» **About this task**
Set out each line from the following listing that includes the word "ring".

- - - - -

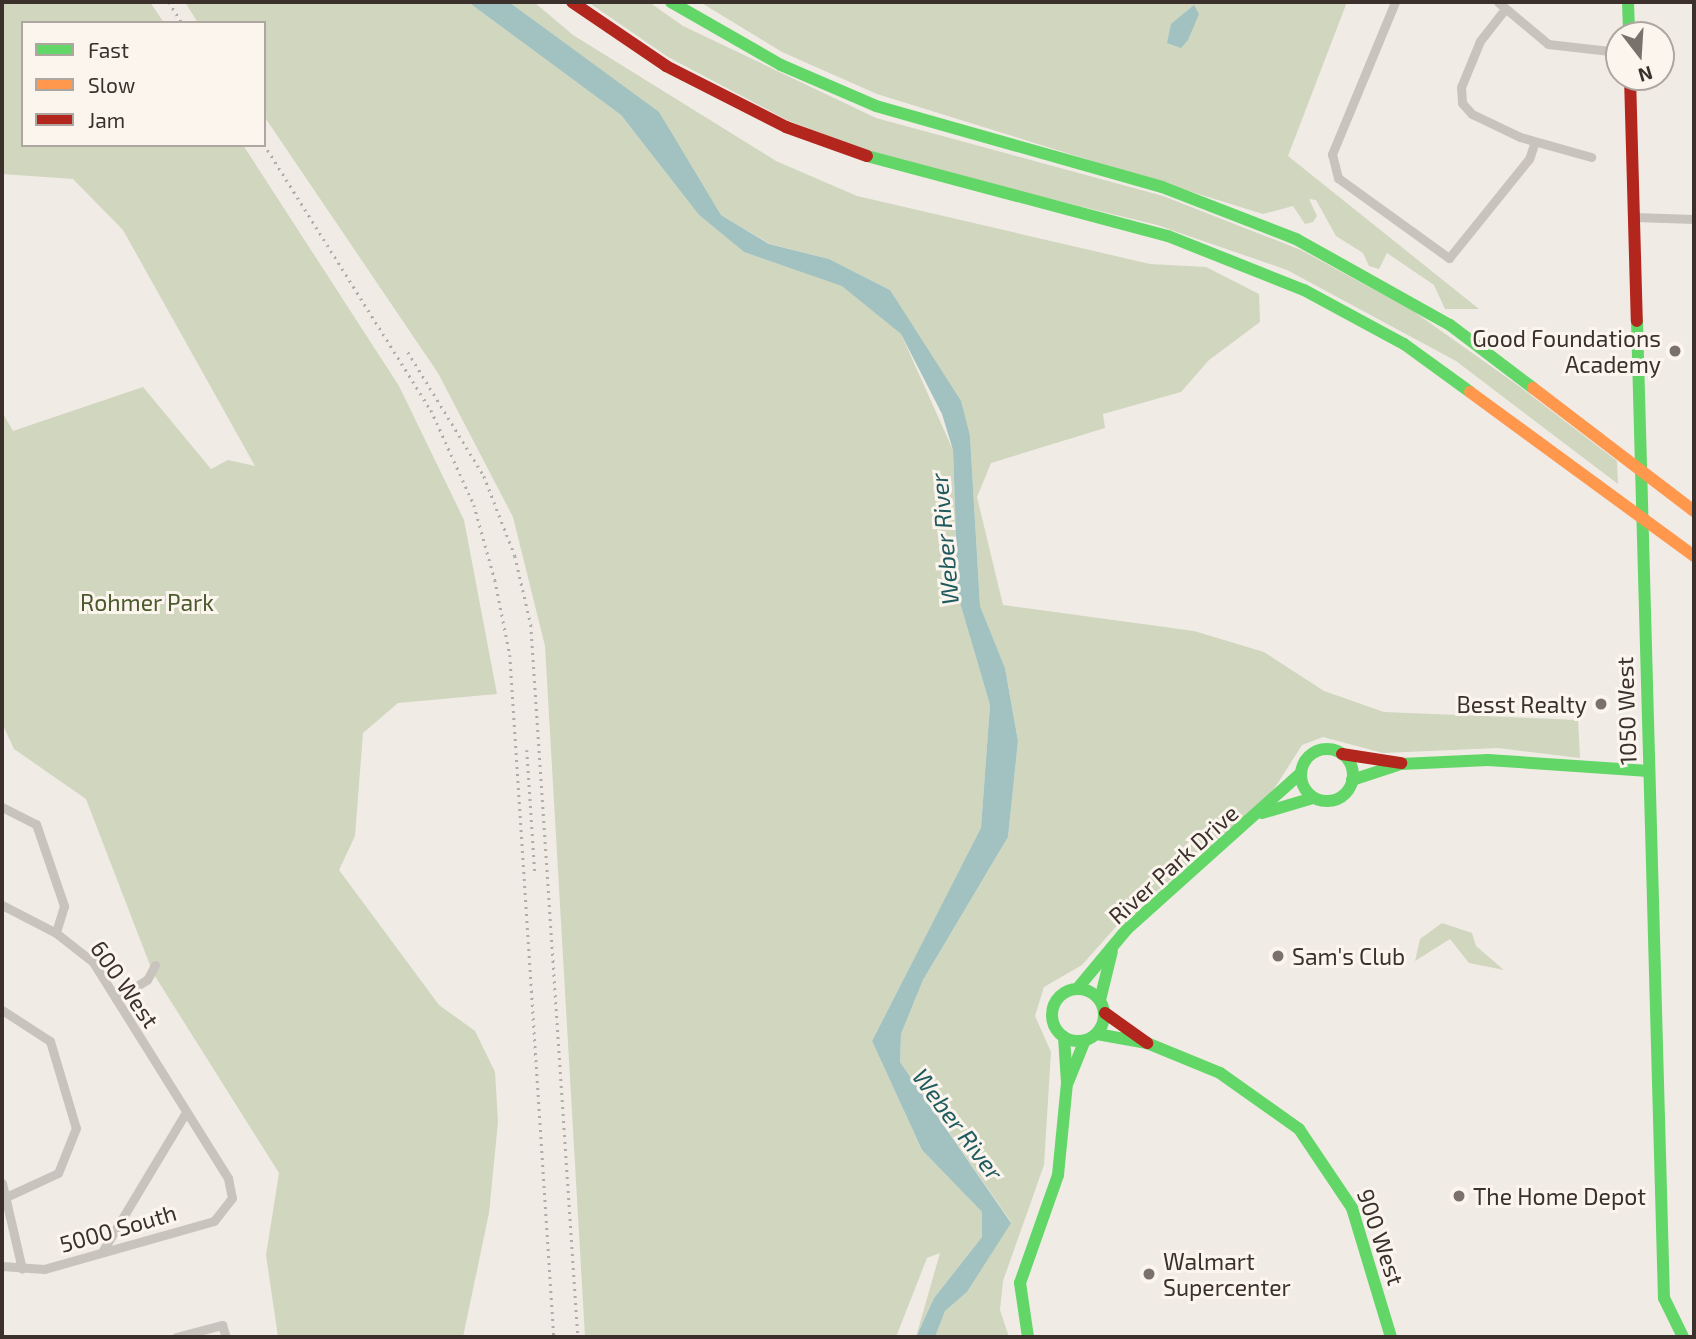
<!DOCTYPE html>
<style>
body{margin:0}
#map{position:relative;width:1696px;height:1339px;overflow:hidden;background:#f0ebe5;font-family:"Exo 2",sans-serif}
div>[style]{position:absolute}
.green>*{inset:0;background:#d1d6bf}
.water>*{inset:0;background:#a1c2c1}
.street>*{height:9px;margin:-4.5px;padding:0 4.5px;transform-origin:4.5px;border-radius:4.5px;background:#c9c3be}
.fast>*{height:12px;margin:-6px;padding:0 6px;transform-origin:6px;border-radius:6px;background:#63d668}
.fast>.ring{margin:-6px;padding:0;box-sizing:content-box;background:none;border:12px solid #63d668;border-radius:50%}
.slow>*{height:12px;margin:-6px;padding:0 6px;transform-origin:6px;border-radius:6px;background:#ff974d}
.jam>*{height:12px;margin:-6px;padding:0 6px;transform-origin:6px;border-radius:6px;background:#b3261e}
.rail>*{height:2.5px;margin-top:-1.25px;transform-origin:0;background:repeating-linear-gradient(90deg,#b1aca8 0 2px,transparent 0 7px)}
.dots>*{width:19px;height:19px;translate:-50% -50%;box-sizing:border-box;border:4px solid #fbf5ee;border-radius:50%}
span{translate:-50% -50%;white-space:nowrap;text-align:center;line-height:1.15;-webkit-text-stroke:6px #fbf5ee;paint-order:stroke}
.poi-label{font-size:23px;color:#3b302b}
.right{translate:-100% -50%;text-align:right}
.left{translate:0 -50%;text-align:left}
.park-label{font-size:23px;color:#4a5a2e}
.street-label{font-size:23px;color:#3b302b}
.water-label{font-size:24px;color:#1f5a5e;font-style:italic}
.frame{position:absolute;inset:0;border:4px solid #3b302b;pointer-events:none}
.legend{position:absolute;left:21px;top:21px;width:245px;height:126px;box-sizing:border-box;background:#fbf5ee;border:2px solid #aea6a0;margin:0;padding:9px 12px;list-style:none;font-size:21px;color:#3b302b}
.legend li{display:flex;align-items:center;gap:14px;height:35px}
.legend b{width:35px;border:2px solid #aea6a0}
.north{position:absolute;left:1605px;top:21px;width:70px;height:70px;box-sizing:border-box;background:#fbf5ee;border:2px solid #aea6a0;border-radius:50%;rotate:163deg;font-size:19px;font-weight:700;line-height:28px;text-align:center;color:#3b302b}
.north::after{content:'';display:block;margin:auto;width:24px;height:32px;background:#7a716c;clip-path:polygon(50% 0,100% 100%,50% 72%,0 100%)}
</style>
<div id="map">
<div class="green">
<div style="clip-path:polygon(2px 2px,150px 2px,164px 23px,23px 23px,23px 145px,243px 145px,399px 386px,464px 520px,497px 694px,398px 703px,363px 733px,355px 836px,339px 870px,439px 1005px,475px 1031px,495px 1072px,498px 1122px,489px 1213px,463px 1337px,278px 1337px,266px 1255px,279px 1173px,153px 973px,86px 799px,14px 749px,2px 723px,2px 412px,13px 431px,143px 387px,211px 469px,228px 460px,255px 466px,123px 230px,73px 179px,2px 174px)"></div>
<div style="clip-path:polygon(185px 2px,468px 2px,621px 115px,699px 215px,744px 252px,842px 285px,901px 334px,953px 450px,958px 596px,990px 705px,981px 829px,872px 1041px,922px 1150px,982px 1212px,982px 1237px,934px 1298px,916px 1337px,940px 1253px,927px 1258px,896px 1337px,585px 1337px,545px 646px,513px 517px,438px 373px,264px 116px,264px 23px,198px 23px)"></div>
<div style="clip-path:polygon(509px 2px,534px 2px,573px 35px,776px 161px,857px 196px,1150px 264px,1206px 267px,1259px 294px,1260px 322px,1209px 360px,1181px 392px,1103px 414px,1105px 428px,991px 463px,977px 497px,1003px 605px,1194px 631px,1264px 652px,1324px 691px,1384px 712px,1578px 720px,1580px 758px,1498px 748px,1383px 753px,1323px 737px,1302px 745px,1269px 797px,1121px 921px,1082px 965px,1044px 987px,1035px 1016px,1051px 1052px,1044px 1165px,1003px 1281px,1000px 1310px,1009px 1337px,935px 1337px,945px 1311px,967px 1292px,1011px 1222px,900px 1062px,901px 1034px,923px 980px,1008px 837px,1018px 741px,1005px 668px,980px 606px,970px 436px,890px 290px,829px 259px,770px 244px,721px 215px,658px 112px)"></div>
<div style="clip-path:polygon(588px 2px,649px 2px,683px 26px,876px 118px,1163px 196px,1301px 250px,1413px 311px,1516px 384px,1617px 461px,1618px 484px,1456px 361px,1287px 270px,1157px 225px,891px 160px,787px 120px,668px 57px)"></div>
<div style="clip-path:polygon(700px 2px,1347px 2px,1288px 156px,1479px 309px,1445px 309px,1434px 285px,1387px 253px,1379px 269px,1369px 266px,1363px 253px,1336px 236px,1316px 200px,1309px 199px,1317px 216px,1313px 222px,1305px 224px,1293px 206px,1263px 214px,877px 94px,782px 52px)"></div>
<div style="clip-path:polygon(1442px 923px,1472px 933px,1476px 946px,1504px 970px,1469px 963px,1450px 939px,1415px 961px,1420px 939px)"></div>
</div>
<div class="water">
<div style="clip-path:polygon(468px 2px,509px 2px,659px 112px,721px 215px,769px 244px,829px 259px,890px 290px,961px 401px,970px 436px,980px 606px,1005px 668px,1018px 741px,1008px 837px,923px 980px,901px 1034px,900px 1062px,1011px 1223px,967px 1292px,945px 1311px,935px 1337px,916px 1337px,934px 1298px,982px 1237px,982px 1212px,922px 1150px,872px 1041px,981px 828px,990px 705px,958px 596px,953px 450px,942px 414px,901px 334px,842px 286px,744px 252px,699px 215px,621px 115px)"></div>
<div style="clip-path:polygon(1194px 5px,1199px 14px,1188px 40px,1181px 48px,1167px 43px,1171px 24px)"></div>
</div>
<div class="street">
<div style="left:1395px;top:2px;width:165px;rotate:112.5deg"></div>
<div style="left:1332px;top:154px;width:25px;rotate:76deg"></div>
<div style="left:1338px;top:178px;width:137px;rotate:35.8deg"></div>
<div style="left:1449px;top:258px;width:127px;rotate:-51.1deg"></div>
<div style="left:1529px;top:159px;width:18px;rotate:-71deg"></div>
<div style="left:1498px;top:2px;width:65px;rotate:40deg"></div>
<div style="left:1548px;top:44px;width:71px;rotate:6.4deg"></div>
<div style="left:1505px;top:9px;width:41px;rotate:128deg"></div>
<div style="left:1480px;top:41px;width:50px;rotate:112.4deg"></div>
<div style="left:1461px;top:87px;width:16px;rotate:86deg"></div>
<div style="left:1462px;top:103px;width:15px;rotate:48deg"></div>
<div style="left:1472px;top:114px;width:53px;rotate:25.6deg"></div>
<div style="left:1520px;top:137px;width:74px;rotate:15.7deg"></div>
<div style="left:1634px;top:217px;width:60px;rotate:1.9deg"></div>
<div style="left:2px;top:807px;width:38px;rotate:27deg"></div>
<div style="left:36px;top:824px;width:87px;rotate:71.1deg"></div>
<div style="left:64px;top:906px;width:28px;rotate:107deg"></div>
<div style="left:56px;top:933px;width:47px;rotate:38.1deg"></div>
<div style="left:93px;top:962px;width:255px;rotate:58deg"></div>
<div style="left:228px;top:1178px;width:20px;rotate:79deg"></div>
<div style="left:232px;top:1198px;width:29px;rotate:128deg"></div>
<div style="left:214px;top:1221px;width:177px;rotate:164.2deg"></div>
<div style="left:44px;top:1269px;width:42px;rotate:-175.9deg"></div>
<div style="left:2px;top:905px;width:61px;rotate:27.4deg"></div>
<div style="left:116px;top:999px;width:36px;rotate:-32deg"></div>
<div style="left:147px;top:980px;width:17px;rotate:-62deg"></div>
<div style="left:2px;top:1010px;width:57px;rotate:32.9deg"></div>
<div style="left:50px;top:1041px;width:91px;rotate:73.4deg"></div>
<div style="left:76px;top:1128px;width:48px;rotate:111.8deg"></div>
<div style="left:58px;top:1173px;width:57px;rotate:155.2deg"></div>
<div style="left:2px;top:1183px;width:88px;rotate:76.9deg"></div>
<div style="left:102px;top:1252px;width:163px;rotate:-59deg"></div>
<div style="left:176px;top:1337px;width:48px;rotate:-14.6deg"></div>
<div style="left:222px;top:1325px;width:13px;rotate:72deg"></div>
</div>
<div class="fast">
<div style="left:671px;top:2px;width:127px;rotate:29.8deg"></div>
<div style="left:781px;top:65px;width:103px;rotate:23.3deg"></div>
<div style="left:876px;top:106px;width:297px;rotate:15.8deg"></div>
<div style="left:1162px;top:187px;width:144px;rotate:21.2deg"></div>
<div style="left:1296px;top:239px;width:176px;rotate:29.2deg"></div>
<div style="left:1450px;top:325px;width:104px;rotate:37.2deg"></div>
<div style="left:1628px;top:2px;width:33px;rotate:88deg"></div>
<div style="left:867px;top:156px;width:311px;rotate:14.9deg"></div>
<div style="left:1168px;top:236px;width:146px;rotate:21.7deg"></div>
<div style="left:1304px;top:290px;width:114px;rotate:28.4deg"></div>
<div style="left:1404px;top:344px;width:82px;rotate:36deg"></div>
<div style="left:1637px;top:321px;width:977px;rotate:88.42deg"></div>
<div style="left:1664px;top:1298px;width:43px;rotate:64deg"></div>
<div class="ring" style="left:1301px;top:749px;width:40px;height:40px"></div>
<div style="left:1352px;top:780px;width:52px;rotate:-18.1deg"></div>
<div style="left:1401px;top:764px;width:87px;rotate:-2.6deg"></div>
<div style="left:1488px;top:760px;width:161px;rotate:3.9deg"></div>
<div style="left:1262px;top:813px;width:53px;rotate:-16.4deg"></div>
<div class="ring" style="left:1052px;top:989px;width:40px;height:40px"></div>
<div style="left:1077px;top:989px;width:78px;rotate:-50.2deg"></div>
<div style="left:1127px;top:929px;width:234px;rotate:-41.9deg"></div>
<div style="left:1100px;top:1000px;width:50px;rotate:-76.2deg"></div>
<div style="left:1097px;top:1034px;width:51px;rotate:10.2deg"></div>
<div style="left:1147px;top:1043px;width:79px;rotate:22.3deg"></div>
<div style="left:1220px;top:1073px;width:97px;rotate:35.3deg"></div>
<div style="left:1299px;top:1129px;width:95px;rotate:56.1deg"></div>
<div style="left:1352px;top:1208px;width:135px;rotate:73.2deg"></div>
<div style="left:1068px;top:1082px;width:45px;rotate:-68deg"></div>
<div style="left:1028px;top:1337px;width:55px;rotate:-98.4deg"></div>
<div style="left:1020px;top:1283px;width:114px;rotate:-70.6deg"></div>
<div style="left:1058px;top:1175px;width:92px;rotate:-84.4deg"></div>
<div style="left:1067px;top:1083px;width:46px;rotate:-93.7deg"></div>
</div>
<div class="slow">
<div style="left:1533px;top:388px;width:203px;rotate:37.4deg"></div>
<div style="left:1470px;top:392px;width:278px;rotate:36.2deg"></div>
</div>
<div class="jam">
<div style="left:572px;top:2px;width:114px;rotate:34.2deg"></div>
<div style="left:666px;top:66px;width:135px;rotate:26.9deg"></div>
<div style="left:786px;top:127px;width:86px;rotate:19.7deg"></div>
<div style="left:1630px;top:77px;width:244px;rotate:88.4deg"></div>
<div style="left:1342px;top:754px;width:60px;rotate:8.7deg"></div>
<div style="left:1105px;top:1013px;width:52px;rotate:35.5deg"></div>
</div>
<div class="rail">
<div style="left:169px;top:2px;width:25px;rotate:58deg"></div>
<div style="left:264px;top:144px;width:314px;rotate:57.9deg"></div>
<div style="left:431px;top:410px;width:104px;rotate:65.6deg"></div>
<div style="left:474px;top:505px;width:78px;rotate:74.4deg"></div>
<div style="left:495px;top:580px;width:76px;rotate:78.7deg"></div>
<div style="left:510px;top:655px;width:683px;rotate:86.31deg"></div>
<div style="left:408px;top:352px;width:145px;rotate:58.5deg"></div>
<div style="left:484px;top:476px;width:86px;rotate:68.8deg"></div>
<div style="left:515px;top:556px;width:71px;rotate:76.9deg"></div>
<div style="left:531px;top:625px;width:714px;rotate:86.22deg"></div>
<div style="left:527px;top:750px;width:123px;rotate:86.3deg"></div>
</div>
<div class="dots">
<div style="left:1675px;top:351px;background:#7a716c"></div>
<div style="left:1601px;top:704px;background:#7a716c"></div>
<div style="left:1278px;top:956px;background:#7a716c"></div>
<div style="left:1459px;top:1196px;background:#7a716c"></div>
<div style="left:1149px;top:1274px;background:#7a716c"></div>
</div>
<div class="poi-label">
<span class="right" style="left:1661px;top:351px">Good Foundations<br>Academy</span>
<span class="right" style="left:1587px;top:704px">Besst Realty</span>
<span class="left" style="left:1292px;top:956px">Sam's Club</span>
<span class="left" style="left:1473px;top:1196px">The Home Depot</span>
<span class="left" style="left:1163px;top:1274px">Walmart<br>Supercenter</span>
</div>
<div class="park-label">
<span style="left:147px;top:602px">Rohmer Park</span>
</div>
<div class="street-label">
<span style="left:1626px;top:711px;rotate:-92deg">1050 West</span>
<span style="left:1173px;top:864px;rotate:-42deg">River Park Drive</span>
<span style="left:125px;top:984px;rotate:55deg">600 West</span>
<span style="left:118px;top:1228px;rotate:-16deg">5000 South</span>
<span style="left:1381px;top:1237px;rotate:71deg">900 West</span>
</div>
<div class="water-label">
<span style="left:944px;top:539px;rotate:-95deg">Weber River</span>
<span style="left:958px;top:1124px;rotate:53deg">Weber River</span>
</div>
<div class="frame"></div>
<ul class="legend">
<li><b style="height:9px;background:#63d668"></b>Fast</li>
<li><b style="height:9px;background:#ff974d"></b>Slow</li>
<li><b style="height:9px;background:#b3261e"></b>Jam</li>
</ul>
<div class="north">N</div>
</div>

- - - - -

» **Solution for this problem**
.fast>.ring{margin:-6px;padding:0;box-sizing:content-box;background:none;border:12px solid #63d668;border-radius:50%}
<div class="ring" style="left:1301px;top:749px;width:40px;height:40px"></div>
<div class="ring" style="left:1052px;top:989px;width:40px;height:40px"></div>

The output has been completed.